About 5,000 people attended the hour and a half-long comedy routine, including CNN correspondent Wolf Blitzer.
Goldberg opened her show by warning audiences about her crude language and voicing her opinion as to what constitutes decent terminology.
“I am warning the kids about words that I tend to use,” she said. “Words that I appreciate a lot and try to teach people with. I don’t think there are bad words. I think you should be able to say ‘fuck.’ I think ‘stupid’ is a bad word.”
Goldberg discussed her political views, addressing President George W. Bush, the California recall election, weapons of mass destruction and America’s troubles with United Nations.
“What happened to Afghanistan?
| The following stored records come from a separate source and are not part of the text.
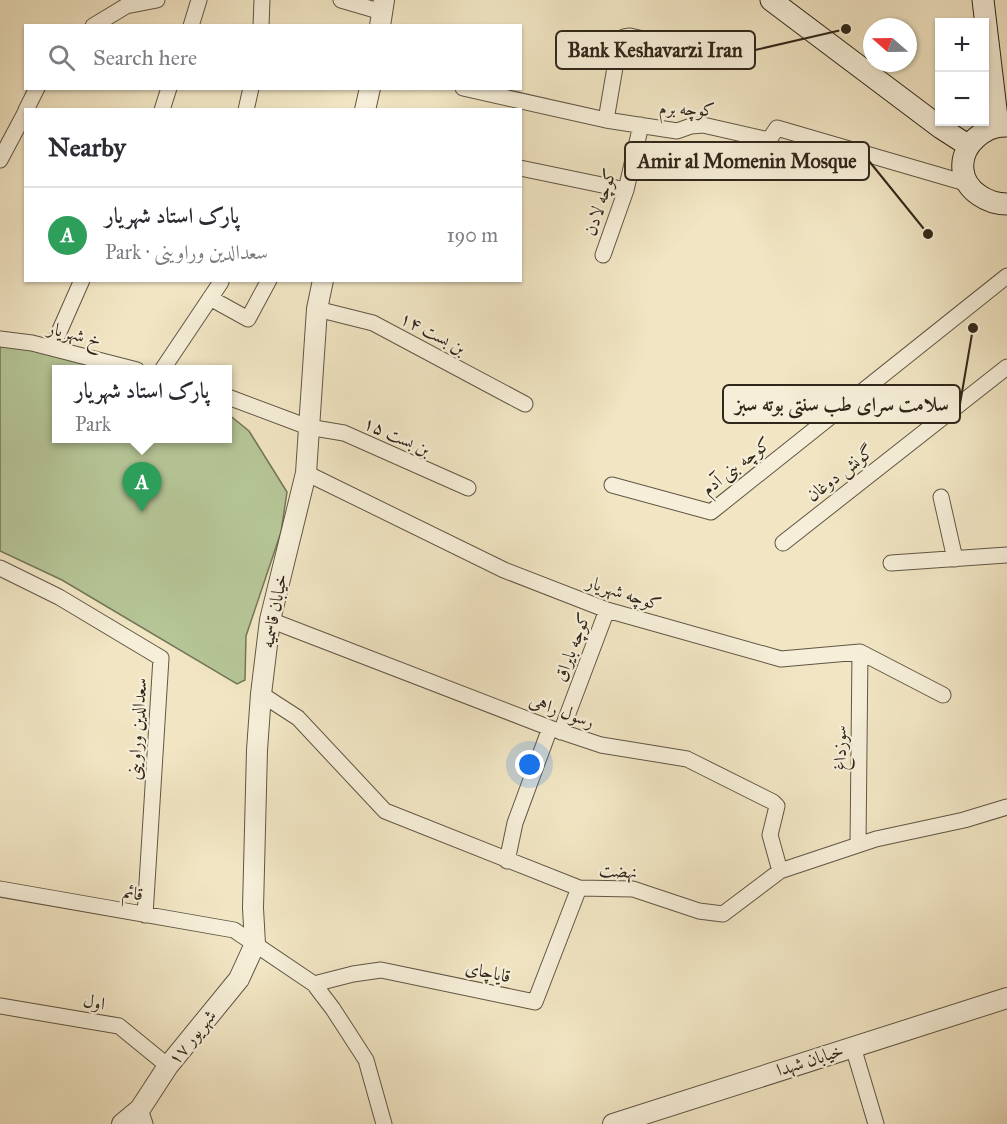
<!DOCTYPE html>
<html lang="en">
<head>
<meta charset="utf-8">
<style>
  body { margin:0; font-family:"IM FELL Great Primer",Amiri,serif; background:#f7f7f7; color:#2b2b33 }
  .controls { position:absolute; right:18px; top:18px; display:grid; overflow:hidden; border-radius:0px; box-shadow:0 2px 4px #0004 }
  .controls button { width:54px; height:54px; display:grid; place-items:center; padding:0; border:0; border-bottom:2px solid #e1e1e2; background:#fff; color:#2b2b33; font:30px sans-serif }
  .compass { position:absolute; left:863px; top:18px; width:54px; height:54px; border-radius:50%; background:#fff; box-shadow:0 2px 4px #0004; rotate:290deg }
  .you { position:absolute; left:530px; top:765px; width:21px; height:21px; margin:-15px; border:4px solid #fff; border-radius:50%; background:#1a73e8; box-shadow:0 0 0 9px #1a73e833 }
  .badge { display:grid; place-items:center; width:39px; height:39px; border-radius:50%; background:#ea580c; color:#fff; font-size:20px; font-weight:700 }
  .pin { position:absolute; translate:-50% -50px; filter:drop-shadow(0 2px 3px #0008) }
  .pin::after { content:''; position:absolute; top:32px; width:21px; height:18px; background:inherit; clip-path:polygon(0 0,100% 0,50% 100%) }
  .popup { position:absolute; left:52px; top:365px; width:180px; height:78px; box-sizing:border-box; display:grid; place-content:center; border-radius:0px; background:#fff; filter:drop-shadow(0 2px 4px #0005); font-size:20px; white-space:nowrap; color:#7c7c81 }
  .popup b { font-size:22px; color:#2b2b33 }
  .popup::after { content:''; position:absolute; left:50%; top:100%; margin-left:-12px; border:12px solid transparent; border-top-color:#fff }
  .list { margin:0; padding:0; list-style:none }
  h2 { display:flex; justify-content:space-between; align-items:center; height:78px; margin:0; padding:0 24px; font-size:26px }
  h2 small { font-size:20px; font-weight:400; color:#7c7c81 }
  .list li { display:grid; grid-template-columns:39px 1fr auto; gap:18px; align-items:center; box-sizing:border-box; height:96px; padding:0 24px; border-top:2px solid #e1e1e2 }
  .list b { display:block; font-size:22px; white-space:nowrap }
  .list p { margin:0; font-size:20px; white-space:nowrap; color:#7c7c81 }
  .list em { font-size:20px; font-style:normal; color:#7c7c81 }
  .icon { flex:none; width:33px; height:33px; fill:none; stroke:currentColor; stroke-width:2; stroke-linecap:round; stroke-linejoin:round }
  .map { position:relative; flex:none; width:1007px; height:1124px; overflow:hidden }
  .search { position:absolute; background:#fff; box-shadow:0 2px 4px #0004; left:24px; top:24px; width:498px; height:66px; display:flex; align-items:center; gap:15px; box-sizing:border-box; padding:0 21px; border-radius:0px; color:#7c7c81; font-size:22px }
  .panel { position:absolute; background:#fff; box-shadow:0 2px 4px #0004; left:24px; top:108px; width:498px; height:174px; border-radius:0px }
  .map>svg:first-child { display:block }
</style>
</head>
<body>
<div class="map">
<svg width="1007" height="1124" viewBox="0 0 1007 1124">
  <rect width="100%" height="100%" fill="#f1e5c3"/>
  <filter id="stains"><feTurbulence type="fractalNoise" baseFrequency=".00333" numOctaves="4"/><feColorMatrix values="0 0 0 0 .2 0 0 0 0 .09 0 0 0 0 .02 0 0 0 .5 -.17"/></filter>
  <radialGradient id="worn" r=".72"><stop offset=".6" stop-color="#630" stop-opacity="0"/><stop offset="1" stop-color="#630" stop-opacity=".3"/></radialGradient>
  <path fill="#b6c697" stroke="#737658" stroke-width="1.5" d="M0,339L137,369L57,370V438H228V414L249,431L287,492L281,532L246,636L245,680L237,684L62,580L0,551Z"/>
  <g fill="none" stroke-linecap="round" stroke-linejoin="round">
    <g stroke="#605644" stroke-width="17">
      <path id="minor" d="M341,0L382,12
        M93,26L126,6L157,0
        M191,26L199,0
        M261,26L262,0
        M463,88L606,120L677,131L691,126L703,125L769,140L777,128L969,184
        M26,110L37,88
        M162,110L169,88
        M246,110L251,88
        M606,120L619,44L624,37L630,36L707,53
        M0,160L26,111
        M520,168L626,190
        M603,255L626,190L641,125
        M210,298L248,319L269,280
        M317,309L373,323L525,404
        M0,339L32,343L137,370
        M52,348L82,280
        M162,370L221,282
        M228,397L308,427L344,433L468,488
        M306,473L504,570L607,610L781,659L860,652L943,695
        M612,485L711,512L1007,276
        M941,497L955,559
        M783,543L1007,367
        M891,563L1007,555
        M0,568L59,597L161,658L145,915
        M270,620L550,728L601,745L687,759L773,802L777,806L770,835L780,871
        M261,694L298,718L385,811L579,888L633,889L699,911L723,914L780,871L876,839L964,820L1007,807
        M561,732L607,610
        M858,844L860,652
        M507,861L515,823L550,728
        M0,889L234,930L314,984L333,1009L366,1060L384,1124
        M314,984L353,974L381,970L535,1002L579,888
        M0,1006L119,1026L168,1066
        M853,1047L876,1124
        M140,1109L145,1124"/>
    </g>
    <g stroke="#605644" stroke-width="22">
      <path id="tertiary" d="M380,26L384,0
        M365,110L370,88
        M122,1124L140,1109L168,1066L239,979L255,944L253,908L257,750L261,694L270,620L306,473L317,309L323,280
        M613,1124L1007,998"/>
    </g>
    <g stroke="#302619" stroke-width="23">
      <path id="secondary" d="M771,0L941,128L969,146
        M983,0L998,126
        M1007,126C985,125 960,145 963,170C965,191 988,204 1007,204"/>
    </g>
    <use href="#minor" stroke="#f6eed8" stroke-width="15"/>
    <use href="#tertiary" stroke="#f6eed8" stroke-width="20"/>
    <use href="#secondary" stroke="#f6eed8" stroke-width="21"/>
  </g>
  <g text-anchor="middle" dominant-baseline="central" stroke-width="4.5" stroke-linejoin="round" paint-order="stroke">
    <g font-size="18" fill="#302619" stroke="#f6eed8">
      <text transform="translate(687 109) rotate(2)">کوچه برم</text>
      <text transform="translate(600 202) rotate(-72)">کوچه لادن</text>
      <text transform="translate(433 333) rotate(28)">بن بست ۱۴</text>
      <text transform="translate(74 334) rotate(14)">خ شهریار</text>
      <text transform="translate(397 436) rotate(24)">بن بست ۱۵</text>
      <text transform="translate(736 466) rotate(-38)">کوچه بنی آدم</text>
      <text transform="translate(840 473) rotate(-38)">گونش دوغان</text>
      <text transform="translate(624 593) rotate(18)">کوچه شهریار</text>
      <text transform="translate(274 611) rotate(-79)">خیابان قاسمیه</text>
      <text transform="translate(572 647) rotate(-69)">کوچه بایراق</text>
      <text transform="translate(562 711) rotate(20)">رسول راهی</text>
      <text transform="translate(137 729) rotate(-86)">سعدالدین وراوینی</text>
      <text transform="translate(840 748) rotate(-90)">سوزداغ</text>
      <text transform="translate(618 871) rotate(4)">نهضت</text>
      <text transform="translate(133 893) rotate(10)">قائم</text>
      <text transform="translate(488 972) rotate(12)">قایاچای</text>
      <text transform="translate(94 1002) rotate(10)">اول</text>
      <text transform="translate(192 1037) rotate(-51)">۱۷ شهریور</text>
      <text transform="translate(810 1060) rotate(-18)">خیابان شهدا</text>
    </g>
  </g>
  <path fill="none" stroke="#302619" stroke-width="2" d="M846 29L755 50M928 234L869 161M973 328L960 404"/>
  <g fill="#302619" stroke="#f6eed8" stroke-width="2">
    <circle cx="846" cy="29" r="6"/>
    <circle cx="928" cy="234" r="6"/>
    <circle cx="973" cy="328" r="6"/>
  </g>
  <g fill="#f6eed8" stroke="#302619" stroke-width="2">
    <rect x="556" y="31" width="199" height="38" rx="6"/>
    <rect x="625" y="142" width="244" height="38" rx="6"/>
    <rect x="723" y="385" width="237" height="38" rx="6"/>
  </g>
  <g font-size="20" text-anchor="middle" font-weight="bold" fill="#302619">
    <text x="655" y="57">Bank Keshavarzi Iran</text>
    <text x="747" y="168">Amir al Momenin Mosque</text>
    <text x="842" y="411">سلامت سرای طب سنتی بوته سبز</text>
  </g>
  <rect width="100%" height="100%" filter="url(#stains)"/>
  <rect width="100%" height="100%" fill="url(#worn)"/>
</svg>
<div class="controls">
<button>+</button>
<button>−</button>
</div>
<svg class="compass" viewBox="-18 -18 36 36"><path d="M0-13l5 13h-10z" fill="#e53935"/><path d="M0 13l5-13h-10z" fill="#7c7c81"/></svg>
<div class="you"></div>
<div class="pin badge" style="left:142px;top:512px;background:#2e9e5b">A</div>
<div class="popup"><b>پارک استاد شهریار</b>Park</div>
<div class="search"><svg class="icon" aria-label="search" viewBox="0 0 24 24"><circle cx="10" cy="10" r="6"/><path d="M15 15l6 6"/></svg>Search here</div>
<section class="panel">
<h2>Nearby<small></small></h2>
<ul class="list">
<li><span class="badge" style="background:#2e9e5b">A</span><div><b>پارک استاد شهریار</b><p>Park · سعدالدین وراوینی</p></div><em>190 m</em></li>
</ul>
</section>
</div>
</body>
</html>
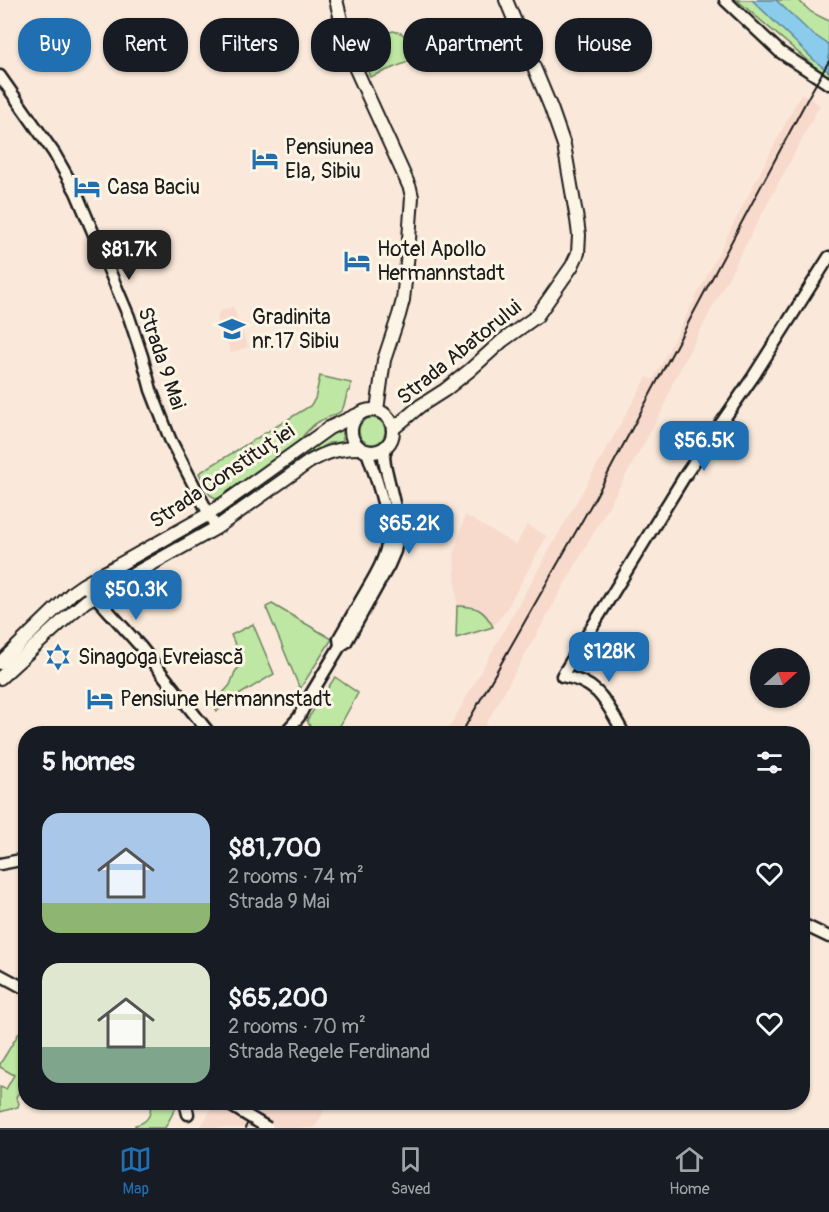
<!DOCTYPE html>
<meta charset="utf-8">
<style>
:root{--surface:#171b24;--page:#242831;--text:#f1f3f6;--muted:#9ea1a6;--line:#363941;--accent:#1f6fb2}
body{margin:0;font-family:Pangolin,sans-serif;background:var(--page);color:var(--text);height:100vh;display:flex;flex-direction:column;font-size:22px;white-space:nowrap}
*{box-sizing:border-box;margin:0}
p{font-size:20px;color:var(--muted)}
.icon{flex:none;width:33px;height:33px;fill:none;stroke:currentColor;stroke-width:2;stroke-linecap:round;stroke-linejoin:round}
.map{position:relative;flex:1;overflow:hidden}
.drawer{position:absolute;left:18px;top:726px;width:792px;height:384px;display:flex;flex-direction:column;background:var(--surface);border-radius:24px;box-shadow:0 2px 4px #0004}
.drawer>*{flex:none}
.guide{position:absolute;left:18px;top:18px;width:794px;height:54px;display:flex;gap:12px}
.needle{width:39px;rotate:69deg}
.tools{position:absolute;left:750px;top:648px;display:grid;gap:12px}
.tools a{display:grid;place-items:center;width:60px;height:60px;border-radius:50%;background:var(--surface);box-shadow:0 2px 4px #0004;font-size:30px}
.price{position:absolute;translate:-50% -51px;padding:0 14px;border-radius:12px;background:var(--accent);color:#fff;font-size:20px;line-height:39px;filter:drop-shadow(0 2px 3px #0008)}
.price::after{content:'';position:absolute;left:50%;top:36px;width:18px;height:14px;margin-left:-9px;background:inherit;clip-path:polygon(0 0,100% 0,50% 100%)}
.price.current{background:#222;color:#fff}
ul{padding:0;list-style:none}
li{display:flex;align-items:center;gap:18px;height:150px;padding:0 24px}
li span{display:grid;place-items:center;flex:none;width:168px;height:120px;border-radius:18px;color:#555}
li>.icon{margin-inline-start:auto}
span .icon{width:72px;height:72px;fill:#fffc;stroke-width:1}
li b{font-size:26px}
h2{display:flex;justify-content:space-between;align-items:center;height:72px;padding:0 24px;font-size:26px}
.pill{padding:0 21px;border-radius:24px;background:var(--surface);box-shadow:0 2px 4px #0004;font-size:21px;line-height:54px}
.pill.current{background:var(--accent);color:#fff}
.tab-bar{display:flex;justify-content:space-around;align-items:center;height:84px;border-top:2px solid var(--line);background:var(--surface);font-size:16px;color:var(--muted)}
.tab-bar a{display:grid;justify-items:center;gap:3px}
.tab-bar .current{color:var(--accent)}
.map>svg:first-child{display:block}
.built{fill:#f7dacc}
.green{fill:#bee7a3;stroke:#6d8260;stroke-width:1.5}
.water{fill:#8bccec;stroke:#5f8699;stroke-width:1.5}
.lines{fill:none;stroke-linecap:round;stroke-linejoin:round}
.secondary-casing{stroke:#1c1c1c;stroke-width:15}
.primary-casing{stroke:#1c1c1c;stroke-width:16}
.secondary{stroke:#fcf5e5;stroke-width:10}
.primary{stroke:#fcf5e5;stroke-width:12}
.rail{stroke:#1c1c1c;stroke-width:2}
.secondary-bridge-casing{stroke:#1c1c1c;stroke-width:15;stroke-linecap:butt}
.secondary-bridge{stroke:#fcf5e5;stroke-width:10}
.labels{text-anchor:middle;stroke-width:6;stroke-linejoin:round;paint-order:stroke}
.poi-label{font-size:21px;fill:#1c1c1c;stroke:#fcf5e5;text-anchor:start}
.street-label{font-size:21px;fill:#1c1c1c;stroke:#fcf5e5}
</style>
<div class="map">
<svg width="829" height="1128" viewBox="0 0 829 1128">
<rect width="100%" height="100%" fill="#fae9da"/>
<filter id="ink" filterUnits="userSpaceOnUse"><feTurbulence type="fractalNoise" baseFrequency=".0167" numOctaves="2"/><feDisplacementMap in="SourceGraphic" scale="12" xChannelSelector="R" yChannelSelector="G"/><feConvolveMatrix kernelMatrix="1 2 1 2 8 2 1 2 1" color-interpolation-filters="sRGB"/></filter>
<g filter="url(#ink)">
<g class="built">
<polygon points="801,93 820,105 673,382 664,408 481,733 446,733 647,377 653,380"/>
<polygon points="233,306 248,347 231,353 217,318 219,312"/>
<polygon points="465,515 516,545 527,525 547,536 506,610 493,627 492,625 471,606 457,606 454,555"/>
<polygon points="215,1103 328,1103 315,1128 200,1128"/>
</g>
<g class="green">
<polygon points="737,0 798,0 811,12 829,21 829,79"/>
<polygon points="393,31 401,33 405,36 412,55 408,62 370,77 358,42"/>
<path d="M 320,376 L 351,383 L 350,391 L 348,391 C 346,396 345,405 342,410 C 337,416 326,417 320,421 C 308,427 302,439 292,448 L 230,493 L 217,499 L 210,495 L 199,473 L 310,406 L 315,399 Z"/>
<circle cx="372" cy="431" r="13"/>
<polygon points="342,429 343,442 329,443 322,447 234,508 231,504 326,434"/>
<polygon points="272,604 332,639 300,689 266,607"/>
<path d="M 457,606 C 476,606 484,609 493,627 L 456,638 Z"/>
<polygon points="253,624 274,674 237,696 238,698 217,711 213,704 230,685 235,672 240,666 241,658 231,635"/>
<polygon points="335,677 358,693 336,733 313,733 307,720"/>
<polygon points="22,1028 25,1030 25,1082 16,1097 19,1103 18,1107 0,1112 0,1087 6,1089 14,1075 0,1067 0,1064"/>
<path d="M 152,1103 L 174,1103 L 176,1104 L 176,1107 L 165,1128 L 139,1128 L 135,1126 L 135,1125 C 146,1123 152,1116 150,1105 Z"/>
</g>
<polygon class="water" points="752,0 776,0 810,32 829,45 829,72 815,61"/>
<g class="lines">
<g class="secondary-casing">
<g id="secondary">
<polyline points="725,0 780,52 829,84"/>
<polyline points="0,76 54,153 76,192 129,317 142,356 151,390 170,439 216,528"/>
<polyline points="83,585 95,596 140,646 210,734"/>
<path d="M 340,646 L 339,638 C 348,623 356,608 365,593 C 375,576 386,559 388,538 C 389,514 375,474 367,452"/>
<polyline points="284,734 299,717 308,699 340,646 346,642 389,565 395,551 397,541 397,516 385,465 384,457 386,448"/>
<path d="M 624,734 C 606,703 600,682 562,676 L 686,474 L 753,377 L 829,257"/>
<polyline points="0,864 26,859"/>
<polyline points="802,924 829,937"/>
<polyline points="0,975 26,989"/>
<polyline points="185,1102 188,1114"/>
</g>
</g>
<g class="primary-casing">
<g id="primary">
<polyline points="336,0 349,51 354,65 410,188 412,197 408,253 403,300 399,315 384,360 377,410"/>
<circle cx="372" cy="431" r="21"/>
<polyline points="393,429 420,406 445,390 470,370 502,341 537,316 572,266 578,253 579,235 577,220 564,145 551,108 506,0"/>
<polyline points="0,663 73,592 83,585 209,514 329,428 357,415"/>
<path d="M 0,678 L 67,617 L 86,601 L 216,528 L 309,462 C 326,452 340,448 359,448"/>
</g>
</g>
<use href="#secondary" class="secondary"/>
<use href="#primary" class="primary"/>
<g class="rail">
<polyline points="461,734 595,498 810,94 829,61"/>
<polyline points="245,1128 259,1102"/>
</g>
<g class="secondary-bridge-casing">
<polyline id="secondary-bridge" points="225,1102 268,1128"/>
</g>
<use href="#secondary-bridge" class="secondary-bridge"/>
</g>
</g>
<defs>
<g id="hotel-bare" transform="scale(2.07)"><path d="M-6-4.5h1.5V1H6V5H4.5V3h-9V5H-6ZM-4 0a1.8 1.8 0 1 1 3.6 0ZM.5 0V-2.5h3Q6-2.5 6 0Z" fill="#1f6fb2" stroke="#fcf5e5" stroke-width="2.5" paint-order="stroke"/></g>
<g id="school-bare" transform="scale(2.07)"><path d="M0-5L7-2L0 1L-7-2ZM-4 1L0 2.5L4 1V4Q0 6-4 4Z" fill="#1f6fb2" stroke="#fcf5e5" stroke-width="2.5" paint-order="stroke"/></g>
<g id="synagogue-bare" transform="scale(2.07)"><path d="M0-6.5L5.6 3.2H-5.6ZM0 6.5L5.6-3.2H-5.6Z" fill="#1f6fb2" stroke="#fcf5e5" stroke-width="2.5" paint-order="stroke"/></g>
</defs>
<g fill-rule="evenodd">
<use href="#hotel-bare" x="265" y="159"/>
<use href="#hotel-bare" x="87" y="187"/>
<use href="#hotel-bare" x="357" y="261"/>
<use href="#school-bare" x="232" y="329"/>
<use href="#synagogue-bare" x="58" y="657"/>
<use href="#hotel-bare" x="100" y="699"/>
</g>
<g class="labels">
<g class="poi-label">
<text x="285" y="154">Pensiunea<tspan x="285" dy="24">Ela, Sibiu</tspan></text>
<text x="107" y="194">Casa Baciu</text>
<text x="377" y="256">Hotel Apollo<tspan x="377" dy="24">Hermannstadt</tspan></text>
<text x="252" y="324">Gradinita<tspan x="252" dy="24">nr.17 Sibiu</tspan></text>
<text x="78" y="664">Sinagoga Evreiască</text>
<text x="120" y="706">Pensiune Hermannstadt</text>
</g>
<g class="street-label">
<text transform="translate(459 352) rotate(-39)" y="7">Strada Abatorului</text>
<text transform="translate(162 358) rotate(71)" y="7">Strada 9 Mai</text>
<text transform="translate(222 476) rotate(-34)" y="7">Strada Constituției</text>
</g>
</g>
</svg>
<div class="tools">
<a><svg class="needle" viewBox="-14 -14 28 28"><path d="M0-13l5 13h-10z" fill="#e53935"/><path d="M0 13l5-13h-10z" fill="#9ea1a6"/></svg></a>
</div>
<b class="price current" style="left:129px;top:281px">$81.7K</b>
<b class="price" style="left:704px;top:472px">$56.5K</b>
<b class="price" style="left:409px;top:555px">$65.2K</b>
<b class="price" style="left:136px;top:621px">$50.3K</b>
<b class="price" style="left:609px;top:683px">$128K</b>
<div class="guide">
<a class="pill current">Buy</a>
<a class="pill">Rent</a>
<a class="pill">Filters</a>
<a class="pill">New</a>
<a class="pill">Apartment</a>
<a class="pill">House</a>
</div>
<section class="drawer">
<h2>5 homes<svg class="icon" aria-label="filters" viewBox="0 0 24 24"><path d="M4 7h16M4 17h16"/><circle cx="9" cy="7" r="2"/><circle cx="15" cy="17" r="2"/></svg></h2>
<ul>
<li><span style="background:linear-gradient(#a9c7e8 75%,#8fb573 0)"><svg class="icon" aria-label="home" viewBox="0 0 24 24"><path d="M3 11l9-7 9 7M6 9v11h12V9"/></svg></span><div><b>$81,700</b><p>2 rooms · 74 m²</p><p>Strada 9 Mai</p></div><svg class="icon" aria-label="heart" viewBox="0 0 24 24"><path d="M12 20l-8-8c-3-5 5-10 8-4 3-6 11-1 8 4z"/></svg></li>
<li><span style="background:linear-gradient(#dfe7d0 70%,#7fa58c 0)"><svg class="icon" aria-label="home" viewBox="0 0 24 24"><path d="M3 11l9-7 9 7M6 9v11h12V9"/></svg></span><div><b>$65,200</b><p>2 rooms · 70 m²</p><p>Strada Regele Ferdinand</p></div><svg class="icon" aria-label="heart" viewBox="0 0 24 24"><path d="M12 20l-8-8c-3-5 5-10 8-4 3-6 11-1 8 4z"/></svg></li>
</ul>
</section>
</div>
<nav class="tab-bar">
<a class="current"><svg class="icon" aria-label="map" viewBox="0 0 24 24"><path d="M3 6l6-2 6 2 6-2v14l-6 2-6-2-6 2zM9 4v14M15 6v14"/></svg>Map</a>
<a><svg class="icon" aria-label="saved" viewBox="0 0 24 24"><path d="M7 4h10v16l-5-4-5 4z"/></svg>Saved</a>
<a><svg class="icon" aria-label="home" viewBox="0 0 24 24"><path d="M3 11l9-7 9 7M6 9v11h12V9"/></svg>Home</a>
</nav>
Where is everybody? Where is Saddam? Child services need to look for these people,” Goldberg said.
She conducted a poll regarding the popularity of Bush, drawing minimal applause from the audience in support of him and loud cheering opposing him.
Goldberg also poked fun at the GW community.
“Every time I watch Crossfire and they say they come from GW, I never knew it was a real place,” she said.
Several in attendance said they did not agree with her political views.
“I think she did a good job playing to a wide audience of different political views,” parent Wayne Shekailo said. “I thought she was wrong, but she had something for everyone.”
Goldberg dedicated much of her routine to menopausal and female issues, including the aging process, which annoyed several audience members.
“I have a terror alert every day,” Goldberg said. “I’m menopausal. I’m terrified that I will leak because I don’t have my Depends and I’m afraid I will bite somebody for no reason. That is terror.”
Goldberg also detailed her longing for her period as a young girl, old-fashion Kotex and tampons, girdles and stockings with hooks.
Some attendees said they were not amused.
“I was disappointed,” parent Celia Becker said. “She was in rare poor form. I was expecting a more up beat presentation, but she was sedate. I also did not care for the bathroom and female humor.”
However, several of her jokes drew laughter from the audience.
“I walked past a mirror and stopped because I thought somebody was behind me,” Goldberg said. “That wasn’t nobody- that was my ass. I am being stalked by my own ass.”
At the close of the show Goldberg took questions from the audience about her new show on NBC, the possibility of a “Sister Act Three” and signed an autograph for a young girl.
Some students in attendance said they expected a better routine.
“The subjects she used were funny, but some just dragged on for way too long,” freshman Nicole Boye said.